At the same time, open a, b, c, 12 minutes to fill the pool.
At the same time, open b, c, d, 15 minutes to fill the pool.
Turn on A and D at the same time, and the pool will be filled in 20 minutes.
How many minutes can A, B, C and D drive at the same time to fill the pool?
Answer; 10 point
2. Someone plans to process parts in 15 days. If five parts are processed every day, they can be finished three days in advance. How many parts are there in this batch?
Answer; 300
3. Only Team A and Team B need 65,438+00 days, and Team C needs 7.5 days to complete. In the cooperation of three teams, it takes 1 day for team A to go out, and it takes half a day for team C to complete it. How many days does it actually take for three teams to work together?
Answer; 3.5 days
One day, Xiaoming's watch fell to the ground. He didn't break it at a glance, and he didn't care. As before, he set his watch at half past eight in the evening. The school stipulated that he should arrive at school at 7: 30, but he arrived at school at 7: 30 the next morning, but it was 10 minutes late. The teacher didn't blame him, asked about the situation and smiled, saying that the watch might not be accurate. But be careful, this is the way.
Answer: 10/ 1 1
1. A factory has 360 kilograms of raw materials A and 290 kilograms of raw materials B. It is planned to produce 50 products A and B with these two raw materials. It is known that it takes 9 kilograms of raw materials A and 3 kilograms of raw materials B to produce one product A, which can benefit 700 yuan. To produce a type B product, 4 kg of type A raw materials and 10 kg of type B raw materials are needed, and the profit can be 1.200 yuan.

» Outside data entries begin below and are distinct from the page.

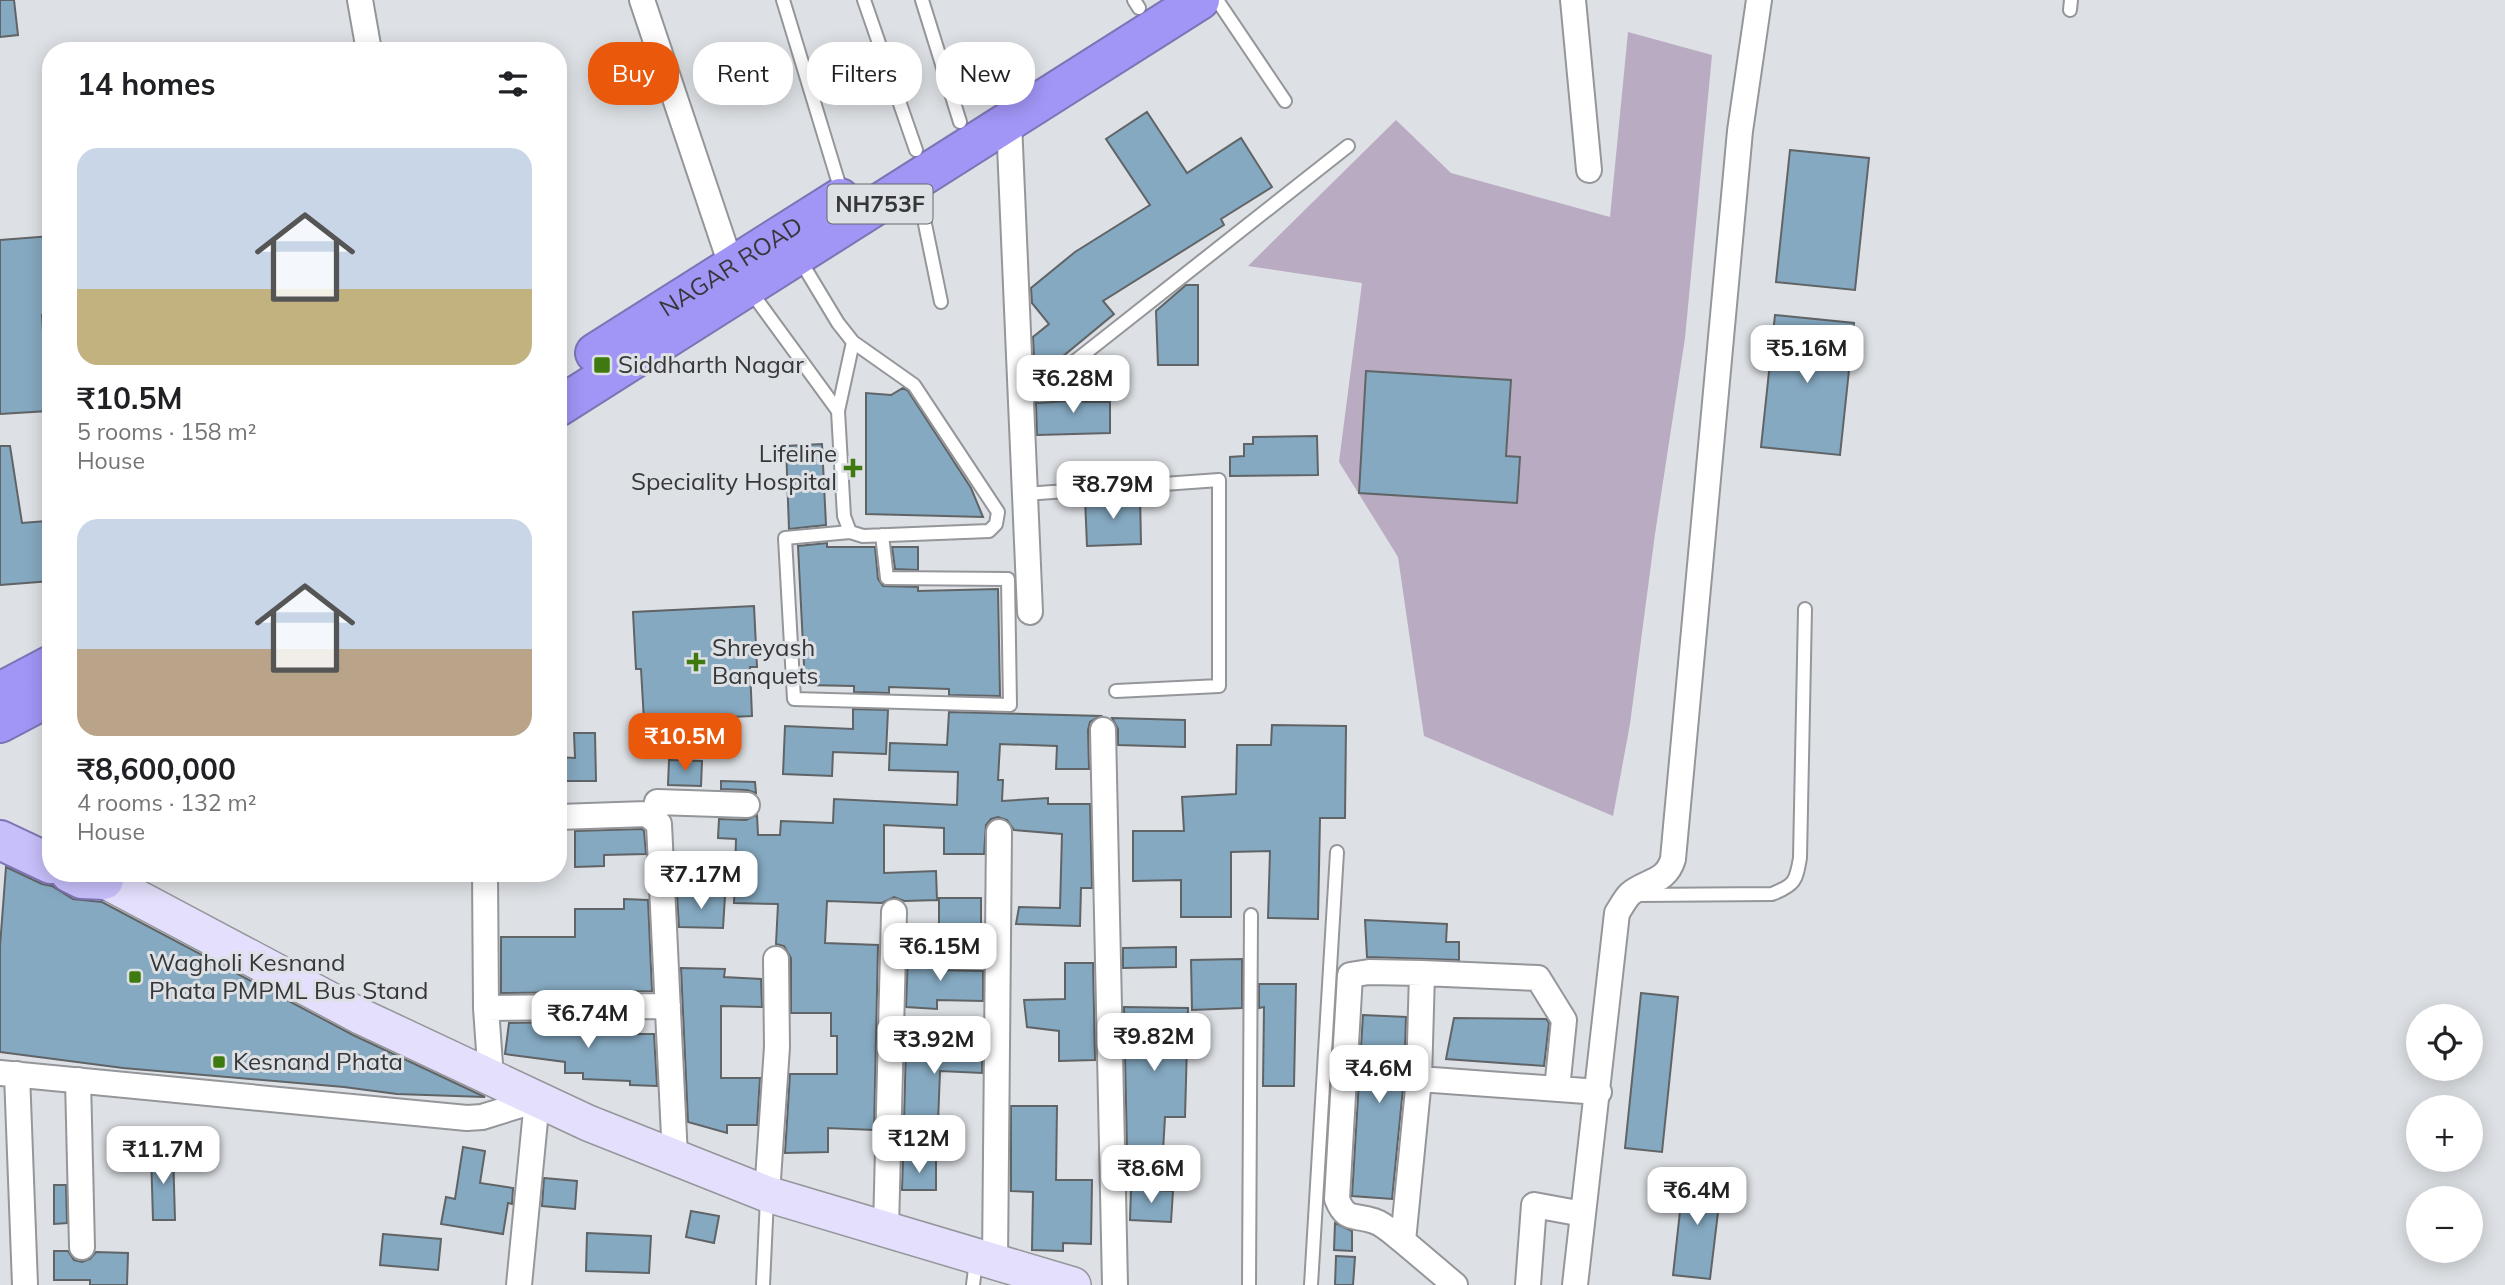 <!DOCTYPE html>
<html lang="en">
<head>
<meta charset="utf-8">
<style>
	:root { --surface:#fff; --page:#f2f2f2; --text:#202124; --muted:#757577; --accent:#ea580c }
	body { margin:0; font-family:Mulish,sans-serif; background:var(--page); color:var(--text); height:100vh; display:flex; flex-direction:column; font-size:26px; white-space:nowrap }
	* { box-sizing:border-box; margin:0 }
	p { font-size:23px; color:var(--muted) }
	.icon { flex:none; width:38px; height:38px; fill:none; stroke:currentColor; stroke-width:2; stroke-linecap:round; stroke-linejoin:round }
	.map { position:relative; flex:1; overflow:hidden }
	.side { position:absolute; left:42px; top:42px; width:525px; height:840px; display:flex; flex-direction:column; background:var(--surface); border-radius:28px; box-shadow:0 4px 18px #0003 }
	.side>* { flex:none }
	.top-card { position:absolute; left:588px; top:42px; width:665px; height:63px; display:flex; gap:14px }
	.controls { position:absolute; left:2406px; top:1004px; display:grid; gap:14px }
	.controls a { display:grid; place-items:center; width:77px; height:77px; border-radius:50%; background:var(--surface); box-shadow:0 4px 18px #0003; font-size:35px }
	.price { position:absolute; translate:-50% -60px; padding:0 16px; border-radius:14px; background:#fff; color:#222; font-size:23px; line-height:46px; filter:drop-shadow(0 2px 4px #0008) }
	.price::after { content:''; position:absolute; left:50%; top:42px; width:21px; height:16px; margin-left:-10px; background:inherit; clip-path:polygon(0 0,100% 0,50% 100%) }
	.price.selected { background:var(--accent); color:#fff }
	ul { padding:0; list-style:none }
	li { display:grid; align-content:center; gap:14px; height:371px; padding:0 35px }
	li span { display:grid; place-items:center; height:217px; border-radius:21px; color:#555 }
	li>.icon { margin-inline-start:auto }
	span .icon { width:126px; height:126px; fill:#fffc; stroke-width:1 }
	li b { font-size:30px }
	h2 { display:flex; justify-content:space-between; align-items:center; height:84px; padding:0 35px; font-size:30px }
	.chip { padding:0 24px; border-radius:28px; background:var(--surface); box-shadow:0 4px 18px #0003; font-size:24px; line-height:63px }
	.chip.selected { background:var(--accent); color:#fff }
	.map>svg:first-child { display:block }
	.green { fill:#b9abc1 }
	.building { fill:#85a9c1; stroke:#606466; stroke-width:2 }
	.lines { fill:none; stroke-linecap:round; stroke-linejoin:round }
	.lane-casing { stroke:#94969a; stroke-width:16 }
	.street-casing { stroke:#94969a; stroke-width:28 }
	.secondary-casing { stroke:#94969a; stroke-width:38 }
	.primary-casing { stroke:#7c74b4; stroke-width:42 }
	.highway-casing { stroke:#7c74b4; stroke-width:42 }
	.lane { stroke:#fff; stroke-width:12 }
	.street { stroke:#fff; stroke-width:24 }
	.secondary { stroke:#e3dffc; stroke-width:35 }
	.primary { stroke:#c7bffa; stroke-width:38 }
	.highway { stroke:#a195f6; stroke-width:38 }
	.poi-dot { fill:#3f7a11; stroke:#dde0e4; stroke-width:2.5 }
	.labels { text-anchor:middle; stroke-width:6; stroke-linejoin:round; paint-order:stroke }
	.shield { fill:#dde0e4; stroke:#686a6c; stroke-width:2 }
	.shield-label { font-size:23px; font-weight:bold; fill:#363739 }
	.street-label { font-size:24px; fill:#363739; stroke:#dde0e4 }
	.poi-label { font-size:24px; fill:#363739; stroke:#dde0e4; text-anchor:start }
</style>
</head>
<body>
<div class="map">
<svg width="2505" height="1285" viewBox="0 0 2505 1285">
	<rect width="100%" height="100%" fill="#dde0e4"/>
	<!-- green -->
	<path class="green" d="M1628,32l84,23 -27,283 -30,196 -25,190 -17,92 -189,-80 -26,-179 -59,-95 23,-179 -114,-17 148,-146 55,53 159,44z"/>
	<!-- building -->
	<path class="building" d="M0,0h14l4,35 -18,2z
		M1147,112l40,61 54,-35 31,49 -51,32 3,6 -121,76 11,13 -69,57 -11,-14 -1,-20 16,-13 -17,-21 -1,-15 44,-36 75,-47 -44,-66z
		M1790,150l79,8 -14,132 -79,-8z
		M51,236v79h-9l6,96 -48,3v-174z
		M1186,285h12v80h-40l-2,-54z
		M1775,315l79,8 -14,132 -79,-8z
		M1366,371l145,9 -5,76 14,1 -3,46 -158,-10z
		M1059,385h24v17h27v31l-73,2 -1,-32 34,-2 -12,-15z
		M903,388l5,3 63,97 12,29 -117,-3v-121l25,2z
		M1317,436l1,39 -88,1v-19l14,-1v-12h9v-7z
		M822,444l4,81 -37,4 -3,-83z
		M0,446h10l12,77 24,-2 5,60 -51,4z
		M1140,495l1,49 -54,2 -2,-48z
		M827,543v4h48l3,32 5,7 35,1v4l80,-2 2,107 -51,-1v-6l-60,-2v6l-35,-1v-6l-49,-1 -7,-139z
		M892,547h26v23l-23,-1z
		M754,606l3,61h-7l2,49 -108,5 -3,-52h-5l-3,-57z
		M853,709l35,1 -2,44 -53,-2 -1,24 -49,-2 2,-48 68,3z
		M949,712l151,4 -10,6 -2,8 1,39h-33l1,-23 -57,-2 -2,36h5l-1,21 46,-3v6h42l2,84h-11l-1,38 -64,-2 3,-17 41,1 2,-74 -48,-4 -7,-10 -9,-3 -7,2 -5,6 -2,29h-40v-26l-60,-3v48l52,-2 1,29 -33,1 -10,-4 -12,6 -55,-2 -2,42 53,2 -4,185 -46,-2v24l-43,1 5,-79h47v-38h-6v-23h-40v-55l-7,-12 -8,-2 2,-40 -44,-1 2,-64 -18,-1 1,-19 27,1 11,-5 1,20h22l1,-14 52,2 1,-24 123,6 1,-33 -69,-2 1,-27 57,2z
		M1112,718l73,2v27l-67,-2v-16z
		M1272,725l74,1 -1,92h-25l-2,101 -50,-1 2,-67 -39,1v65h-50v-37l-48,1v-50h51l-2,-34 54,-3 1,-49h34z
		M574,733h21l1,48h-38v-24l17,1z
		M669,760l33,1 -1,25 -33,-1z
		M721,781l34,1 1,11 -9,-3 -26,-1z
		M642,829l2,2 2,23 -42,1v11l-29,1v-36z
		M6,867l36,17 10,2 21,13 29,3 251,133 132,62 -88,-3 -53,-7 -221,-19 -123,-16v-106z
		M677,894l48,2 -2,32 -44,-1z
		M939,898h42v37h-42z
		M624,899l24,1 4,91 -151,2v-56h74v-28h49z
		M1365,920l82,4 -1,18h13v18l-92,-3z
		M1176,947v20l-53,1v-20z
		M908,954h29v16l46,1v30l-46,-1v9l-31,-2z
		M1242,959v49l-50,2 -1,-50z
		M1065,963h28l2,97 -36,1v-30l-32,-4 -3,-27 41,-1z
		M681,968l44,1 -1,8 37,2 1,28 -41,-1v72h39l-3,47h-30v8l-39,-11z
		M1259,984h37l-2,102h-31l1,-79 -5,1z
		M1641,993l37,4 -16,155 -37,-4z
		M1124,1007l64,1 -3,109h-20l-2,34 -36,-2z
		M1363,1015l43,2 -2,61 -12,121 -40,-3z
		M1454,1018l92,1 3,4 -5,43 -98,-7z
		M615,1021l-1,13h40l3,52 -27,-1v-4l-47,-2v-6h-18v-11l-60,-8 4,-31z
		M906,1044l76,1v28l-42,-2 -2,52 -34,-1z
		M1011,1106h46l-1,74h36l-1,64 -28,-1v8l-31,-1 1,-58 -22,-1z
		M463,1147l22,4 -5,32 33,5 -1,16 -4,-1 -5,31 -62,-10 5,-27 9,2z
		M173,1151l2,69h-22l-2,-68z
		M903,1160h33v30h-34z
		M1684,1175l38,4 -12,100 -37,-4z
		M544,1178l33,3 -2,28 -33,-3z
		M54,1185h12l1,38 -13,1z
		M1131,1189l42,2 -2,31 -41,-2z
		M691,1211l28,5 -5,27 -28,-6z
		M1335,1223l17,8v20l-18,-1z
		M587,1233l64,3 -2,37 -63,-2z
		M383,1234l58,5 -3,31 -58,-5z
		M54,1251h14l6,9 8,2 8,-3 6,-7 32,1 -1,32h-37v-5h-36z
		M1336,1256l19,1 -2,28h-18z"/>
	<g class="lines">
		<!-- lane casing -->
		<g class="lane-casing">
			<path id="lane" d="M783,0l59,194
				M864,0l52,150
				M922,0l38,122
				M1134,0l5,8
				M1217,0l68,101
				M2070,10l1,-10
				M917,185l24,117
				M749,289l89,122 6,105 6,16 13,4 126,-5 7,-7 2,-12 -84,-127 -61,-43 -15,-19 -38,-63
				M1022,403l326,-257
				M838,411l15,-69
				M1025,494l194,-14v206l-103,5
				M850,532l-65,6 9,161 216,6 -2,-126 -121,-1 -5,-43
				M1638,895l134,-1c23,-9 24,-13 28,-36l5,-249
				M763,1285l4,-87
				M973,1285l3,-25
				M1249,1285l2,-370
				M1311,1285l26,-433"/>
		</g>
		<!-- street casing -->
		<g class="street-casing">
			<path id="street" d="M360,0l9,51
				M642,0l89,265
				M1573,0l16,170
				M1009,122l21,490
				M1103,730l12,555
				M558,817l89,-3 12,10 16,333
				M654,818l3,-16 90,3
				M485,873l1,135 5,71
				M486,1008l182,-2
				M0,1073l467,45 15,-1 55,-17 -18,185
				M17,1074l8,211
				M1419,1079l180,13
				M78,1080l4,167
				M767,1194l10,-147 -1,-88
				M886,1229l8,-317
				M1403,1241c-9,-7 -19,-17 -29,-20 -20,-7 -28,1 -37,-22l13,-224 19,-3 53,1
				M995,1261l4,-429
				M1455,1285l-52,-44 16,-162 3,-106 116,5 26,42 -7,69
				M1528,1285l6,-80 49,9
				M1575,1285l42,-372c4,-6 8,-14 13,-19 17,-14 36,-11 43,-35l67,-728 19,-131"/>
		</g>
		<!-- secondary casing -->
		<g class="secondary-casing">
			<path id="secondary" d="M104,880l258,137 226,106 179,71 306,91"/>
		</g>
		<!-- primary casing -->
		<g class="primary-casing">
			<path id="primary" d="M0,840l51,24
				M70,873l12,6 22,1"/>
		</g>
		<!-- highway casing -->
		<g class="highway-casing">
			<g id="highway">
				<path id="s1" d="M595,353l245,-155"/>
				<path d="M558,407l642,-407"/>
				<path d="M0,692l51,-27"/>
				<path d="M0,723l51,-27"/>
			</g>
		</g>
		<!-- lane -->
		<use href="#lane" class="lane"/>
		<!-- street -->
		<use href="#street" class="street"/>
		<!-- secondary -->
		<use href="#secondary" class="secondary"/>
		<!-- primary -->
		<use href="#primary" class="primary"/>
		<!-- highway -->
		<use href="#highway" class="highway"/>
	</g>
	<!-- markers -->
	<g class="poi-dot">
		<rect x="593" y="356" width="18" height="18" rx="3.5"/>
		<path d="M849.5 457.5h7v7h7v7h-7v7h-7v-7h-7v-7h7z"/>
		<path d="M692.5 651.5h7v7h7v7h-7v7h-7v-7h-7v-7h7z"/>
		<rect x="128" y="970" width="14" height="14" rx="3.5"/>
		<rect x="212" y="1055" width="14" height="14" rx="3.5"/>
	</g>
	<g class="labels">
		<!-- shield labels -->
		<rect class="shield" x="827.5" y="184.5" width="105" height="39" rx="5"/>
		<g class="shield-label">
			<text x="880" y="212">NH753F</text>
		</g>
		<!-- street labels -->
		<g class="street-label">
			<text dy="8" stroke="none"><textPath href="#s1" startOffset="161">NAGAR ROAD</textPath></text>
		</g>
		<!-- poi labels -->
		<g class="poi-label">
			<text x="618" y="373">Siddharth Nagar</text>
			<text x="837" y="462" text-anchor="end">Lifeline<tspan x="837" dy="28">Speciality Hospital</tspan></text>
			<text x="712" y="656">Shreyash<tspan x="712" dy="28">Banquets</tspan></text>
			<text x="149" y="971">Wagholi Kesnand<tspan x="149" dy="28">Phata PMPML Bus Stand</tspan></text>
			<text x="233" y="1070">Kesnand Phata</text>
		</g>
	</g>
</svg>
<div class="controls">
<a><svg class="icon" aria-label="locate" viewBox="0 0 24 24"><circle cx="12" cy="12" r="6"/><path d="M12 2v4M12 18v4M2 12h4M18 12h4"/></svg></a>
<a>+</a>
<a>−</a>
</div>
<b class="price" style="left:1807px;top:385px">₹5.16M</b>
<b class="price" style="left:1073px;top:415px">₹6.28M</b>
<b class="price" style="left:1113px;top:521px">₹8.79M</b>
<b class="price selected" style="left:685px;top:773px">₹10.5M</b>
<b class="price" style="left:701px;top:911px">₹7.17M</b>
<b class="price" style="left:940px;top:983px">₹6.15M</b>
<b class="price" style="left:588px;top:1050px">₹6.74M</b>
<b class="price" style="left:1154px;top:1073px">₹9.82M</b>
<b class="price" style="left:934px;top:1076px">₹3.92M</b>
<b class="price" style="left:1379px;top:1105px">₹4.6M</b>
<b class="price" style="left:919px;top:1175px">₹12M</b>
<b class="price" style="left:163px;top:1186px">₹11.7M</b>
<b class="price" style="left:1151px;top:1205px">₹8.6M</b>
<b class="price" style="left:1697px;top:1227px">₹6.4M</b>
<div class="top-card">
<a class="chip selected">Buy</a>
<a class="chip">Rent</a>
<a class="chip">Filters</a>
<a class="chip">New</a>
</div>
<section class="side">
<h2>14 homes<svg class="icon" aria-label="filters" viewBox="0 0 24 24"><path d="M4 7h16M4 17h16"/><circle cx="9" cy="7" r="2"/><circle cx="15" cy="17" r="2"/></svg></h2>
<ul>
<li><span style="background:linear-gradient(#c9d6e8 65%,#c2b280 0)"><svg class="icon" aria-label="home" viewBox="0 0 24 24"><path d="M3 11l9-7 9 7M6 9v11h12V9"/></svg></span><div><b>₹10.5M</b><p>5 rooms · 158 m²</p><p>House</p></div></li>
<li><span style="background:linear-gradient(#c9d6e8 60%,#b9a48a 0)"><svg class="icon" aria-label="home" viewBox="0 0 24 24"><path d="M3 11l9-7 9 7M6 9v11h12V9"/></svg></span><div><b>₹8,600,000</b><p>4 rooms · 132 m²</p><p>House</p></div></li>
</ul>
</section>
</div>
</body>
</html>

1) Let the total profit from the production of products A and B be Y (yuan), and X products A will be produced. Try to write the relationship between y and X.
2) Arrange the number of production pieces of products A and B as required. What kinds of production schemes are there? Please design it.
3) Using the nature of the relationship listed in (1), which production scheme has the largest total profit? What is the maximum profit?
Suppose that X pieces of product A are produced and 50-x pieces of product B are produced.
According to the meaning of the problem, the inequality group is obtained:
9x+4(50-x) 360
3x+ 10(50-x) 290 equals 30.
According to the meaning of the question, x can only be 30,365,438+0,32, and the corresponding value of (50-x) is 20,654,38+09,654,38+08, so there are three generating schemes:
The first production plan: produce 30 products A and 20 products B;
The second production scheme: produce 3 1 piece of a product and 0/9/piece of b product;
The third production scheme: produce 32 pieces of A products, 18 pieces of B products.
The functional relationship is: y = 700x+1200 (50-x) = 60000-500x, where x can only be 30,3132.
Because the value of linear function y decreases with the increase of x, when x=30, the total profit is the largest, and the maximum profit is y=60000-500X30=45000 (yuan).
At a sports meeting in our school, the teacher distributed a bunch of badminton to each competition group. If there are three in each group, there are eight left. If each group has 5 shuttlecocks, the last group will get less than 3 shuttlecocks; How many competition groups are there?
Answer: 6 groups
A garment factory has 70M A fabric and 5 1M B fabric, and now plans to produce 80 sets of M and N fashions with these two fabrics. It is known that a fabric 1 is needed to make a set of M-fashion. 1M, where 0 is b fabric. 4M, 50 yuan can make a profit; Making N-fashion requires a fabric. 6M, 0 is B fabric. 9M, 45 yuan can make a profit. Suppose that the number of sets of M fashions is X, and the total profit of producing two fashions with this batch of cloth is Y yuan. How many production schemes should the garment factory choose to produce this batch of fashion?
2) When the number of M-fashions is fixed, can the profit Y of the factory be maximized? What is the maximum profit?
Answer: 1.5 options. 2. When producing 44 sets of N-fashion, the maximum profit is 3820 yuan.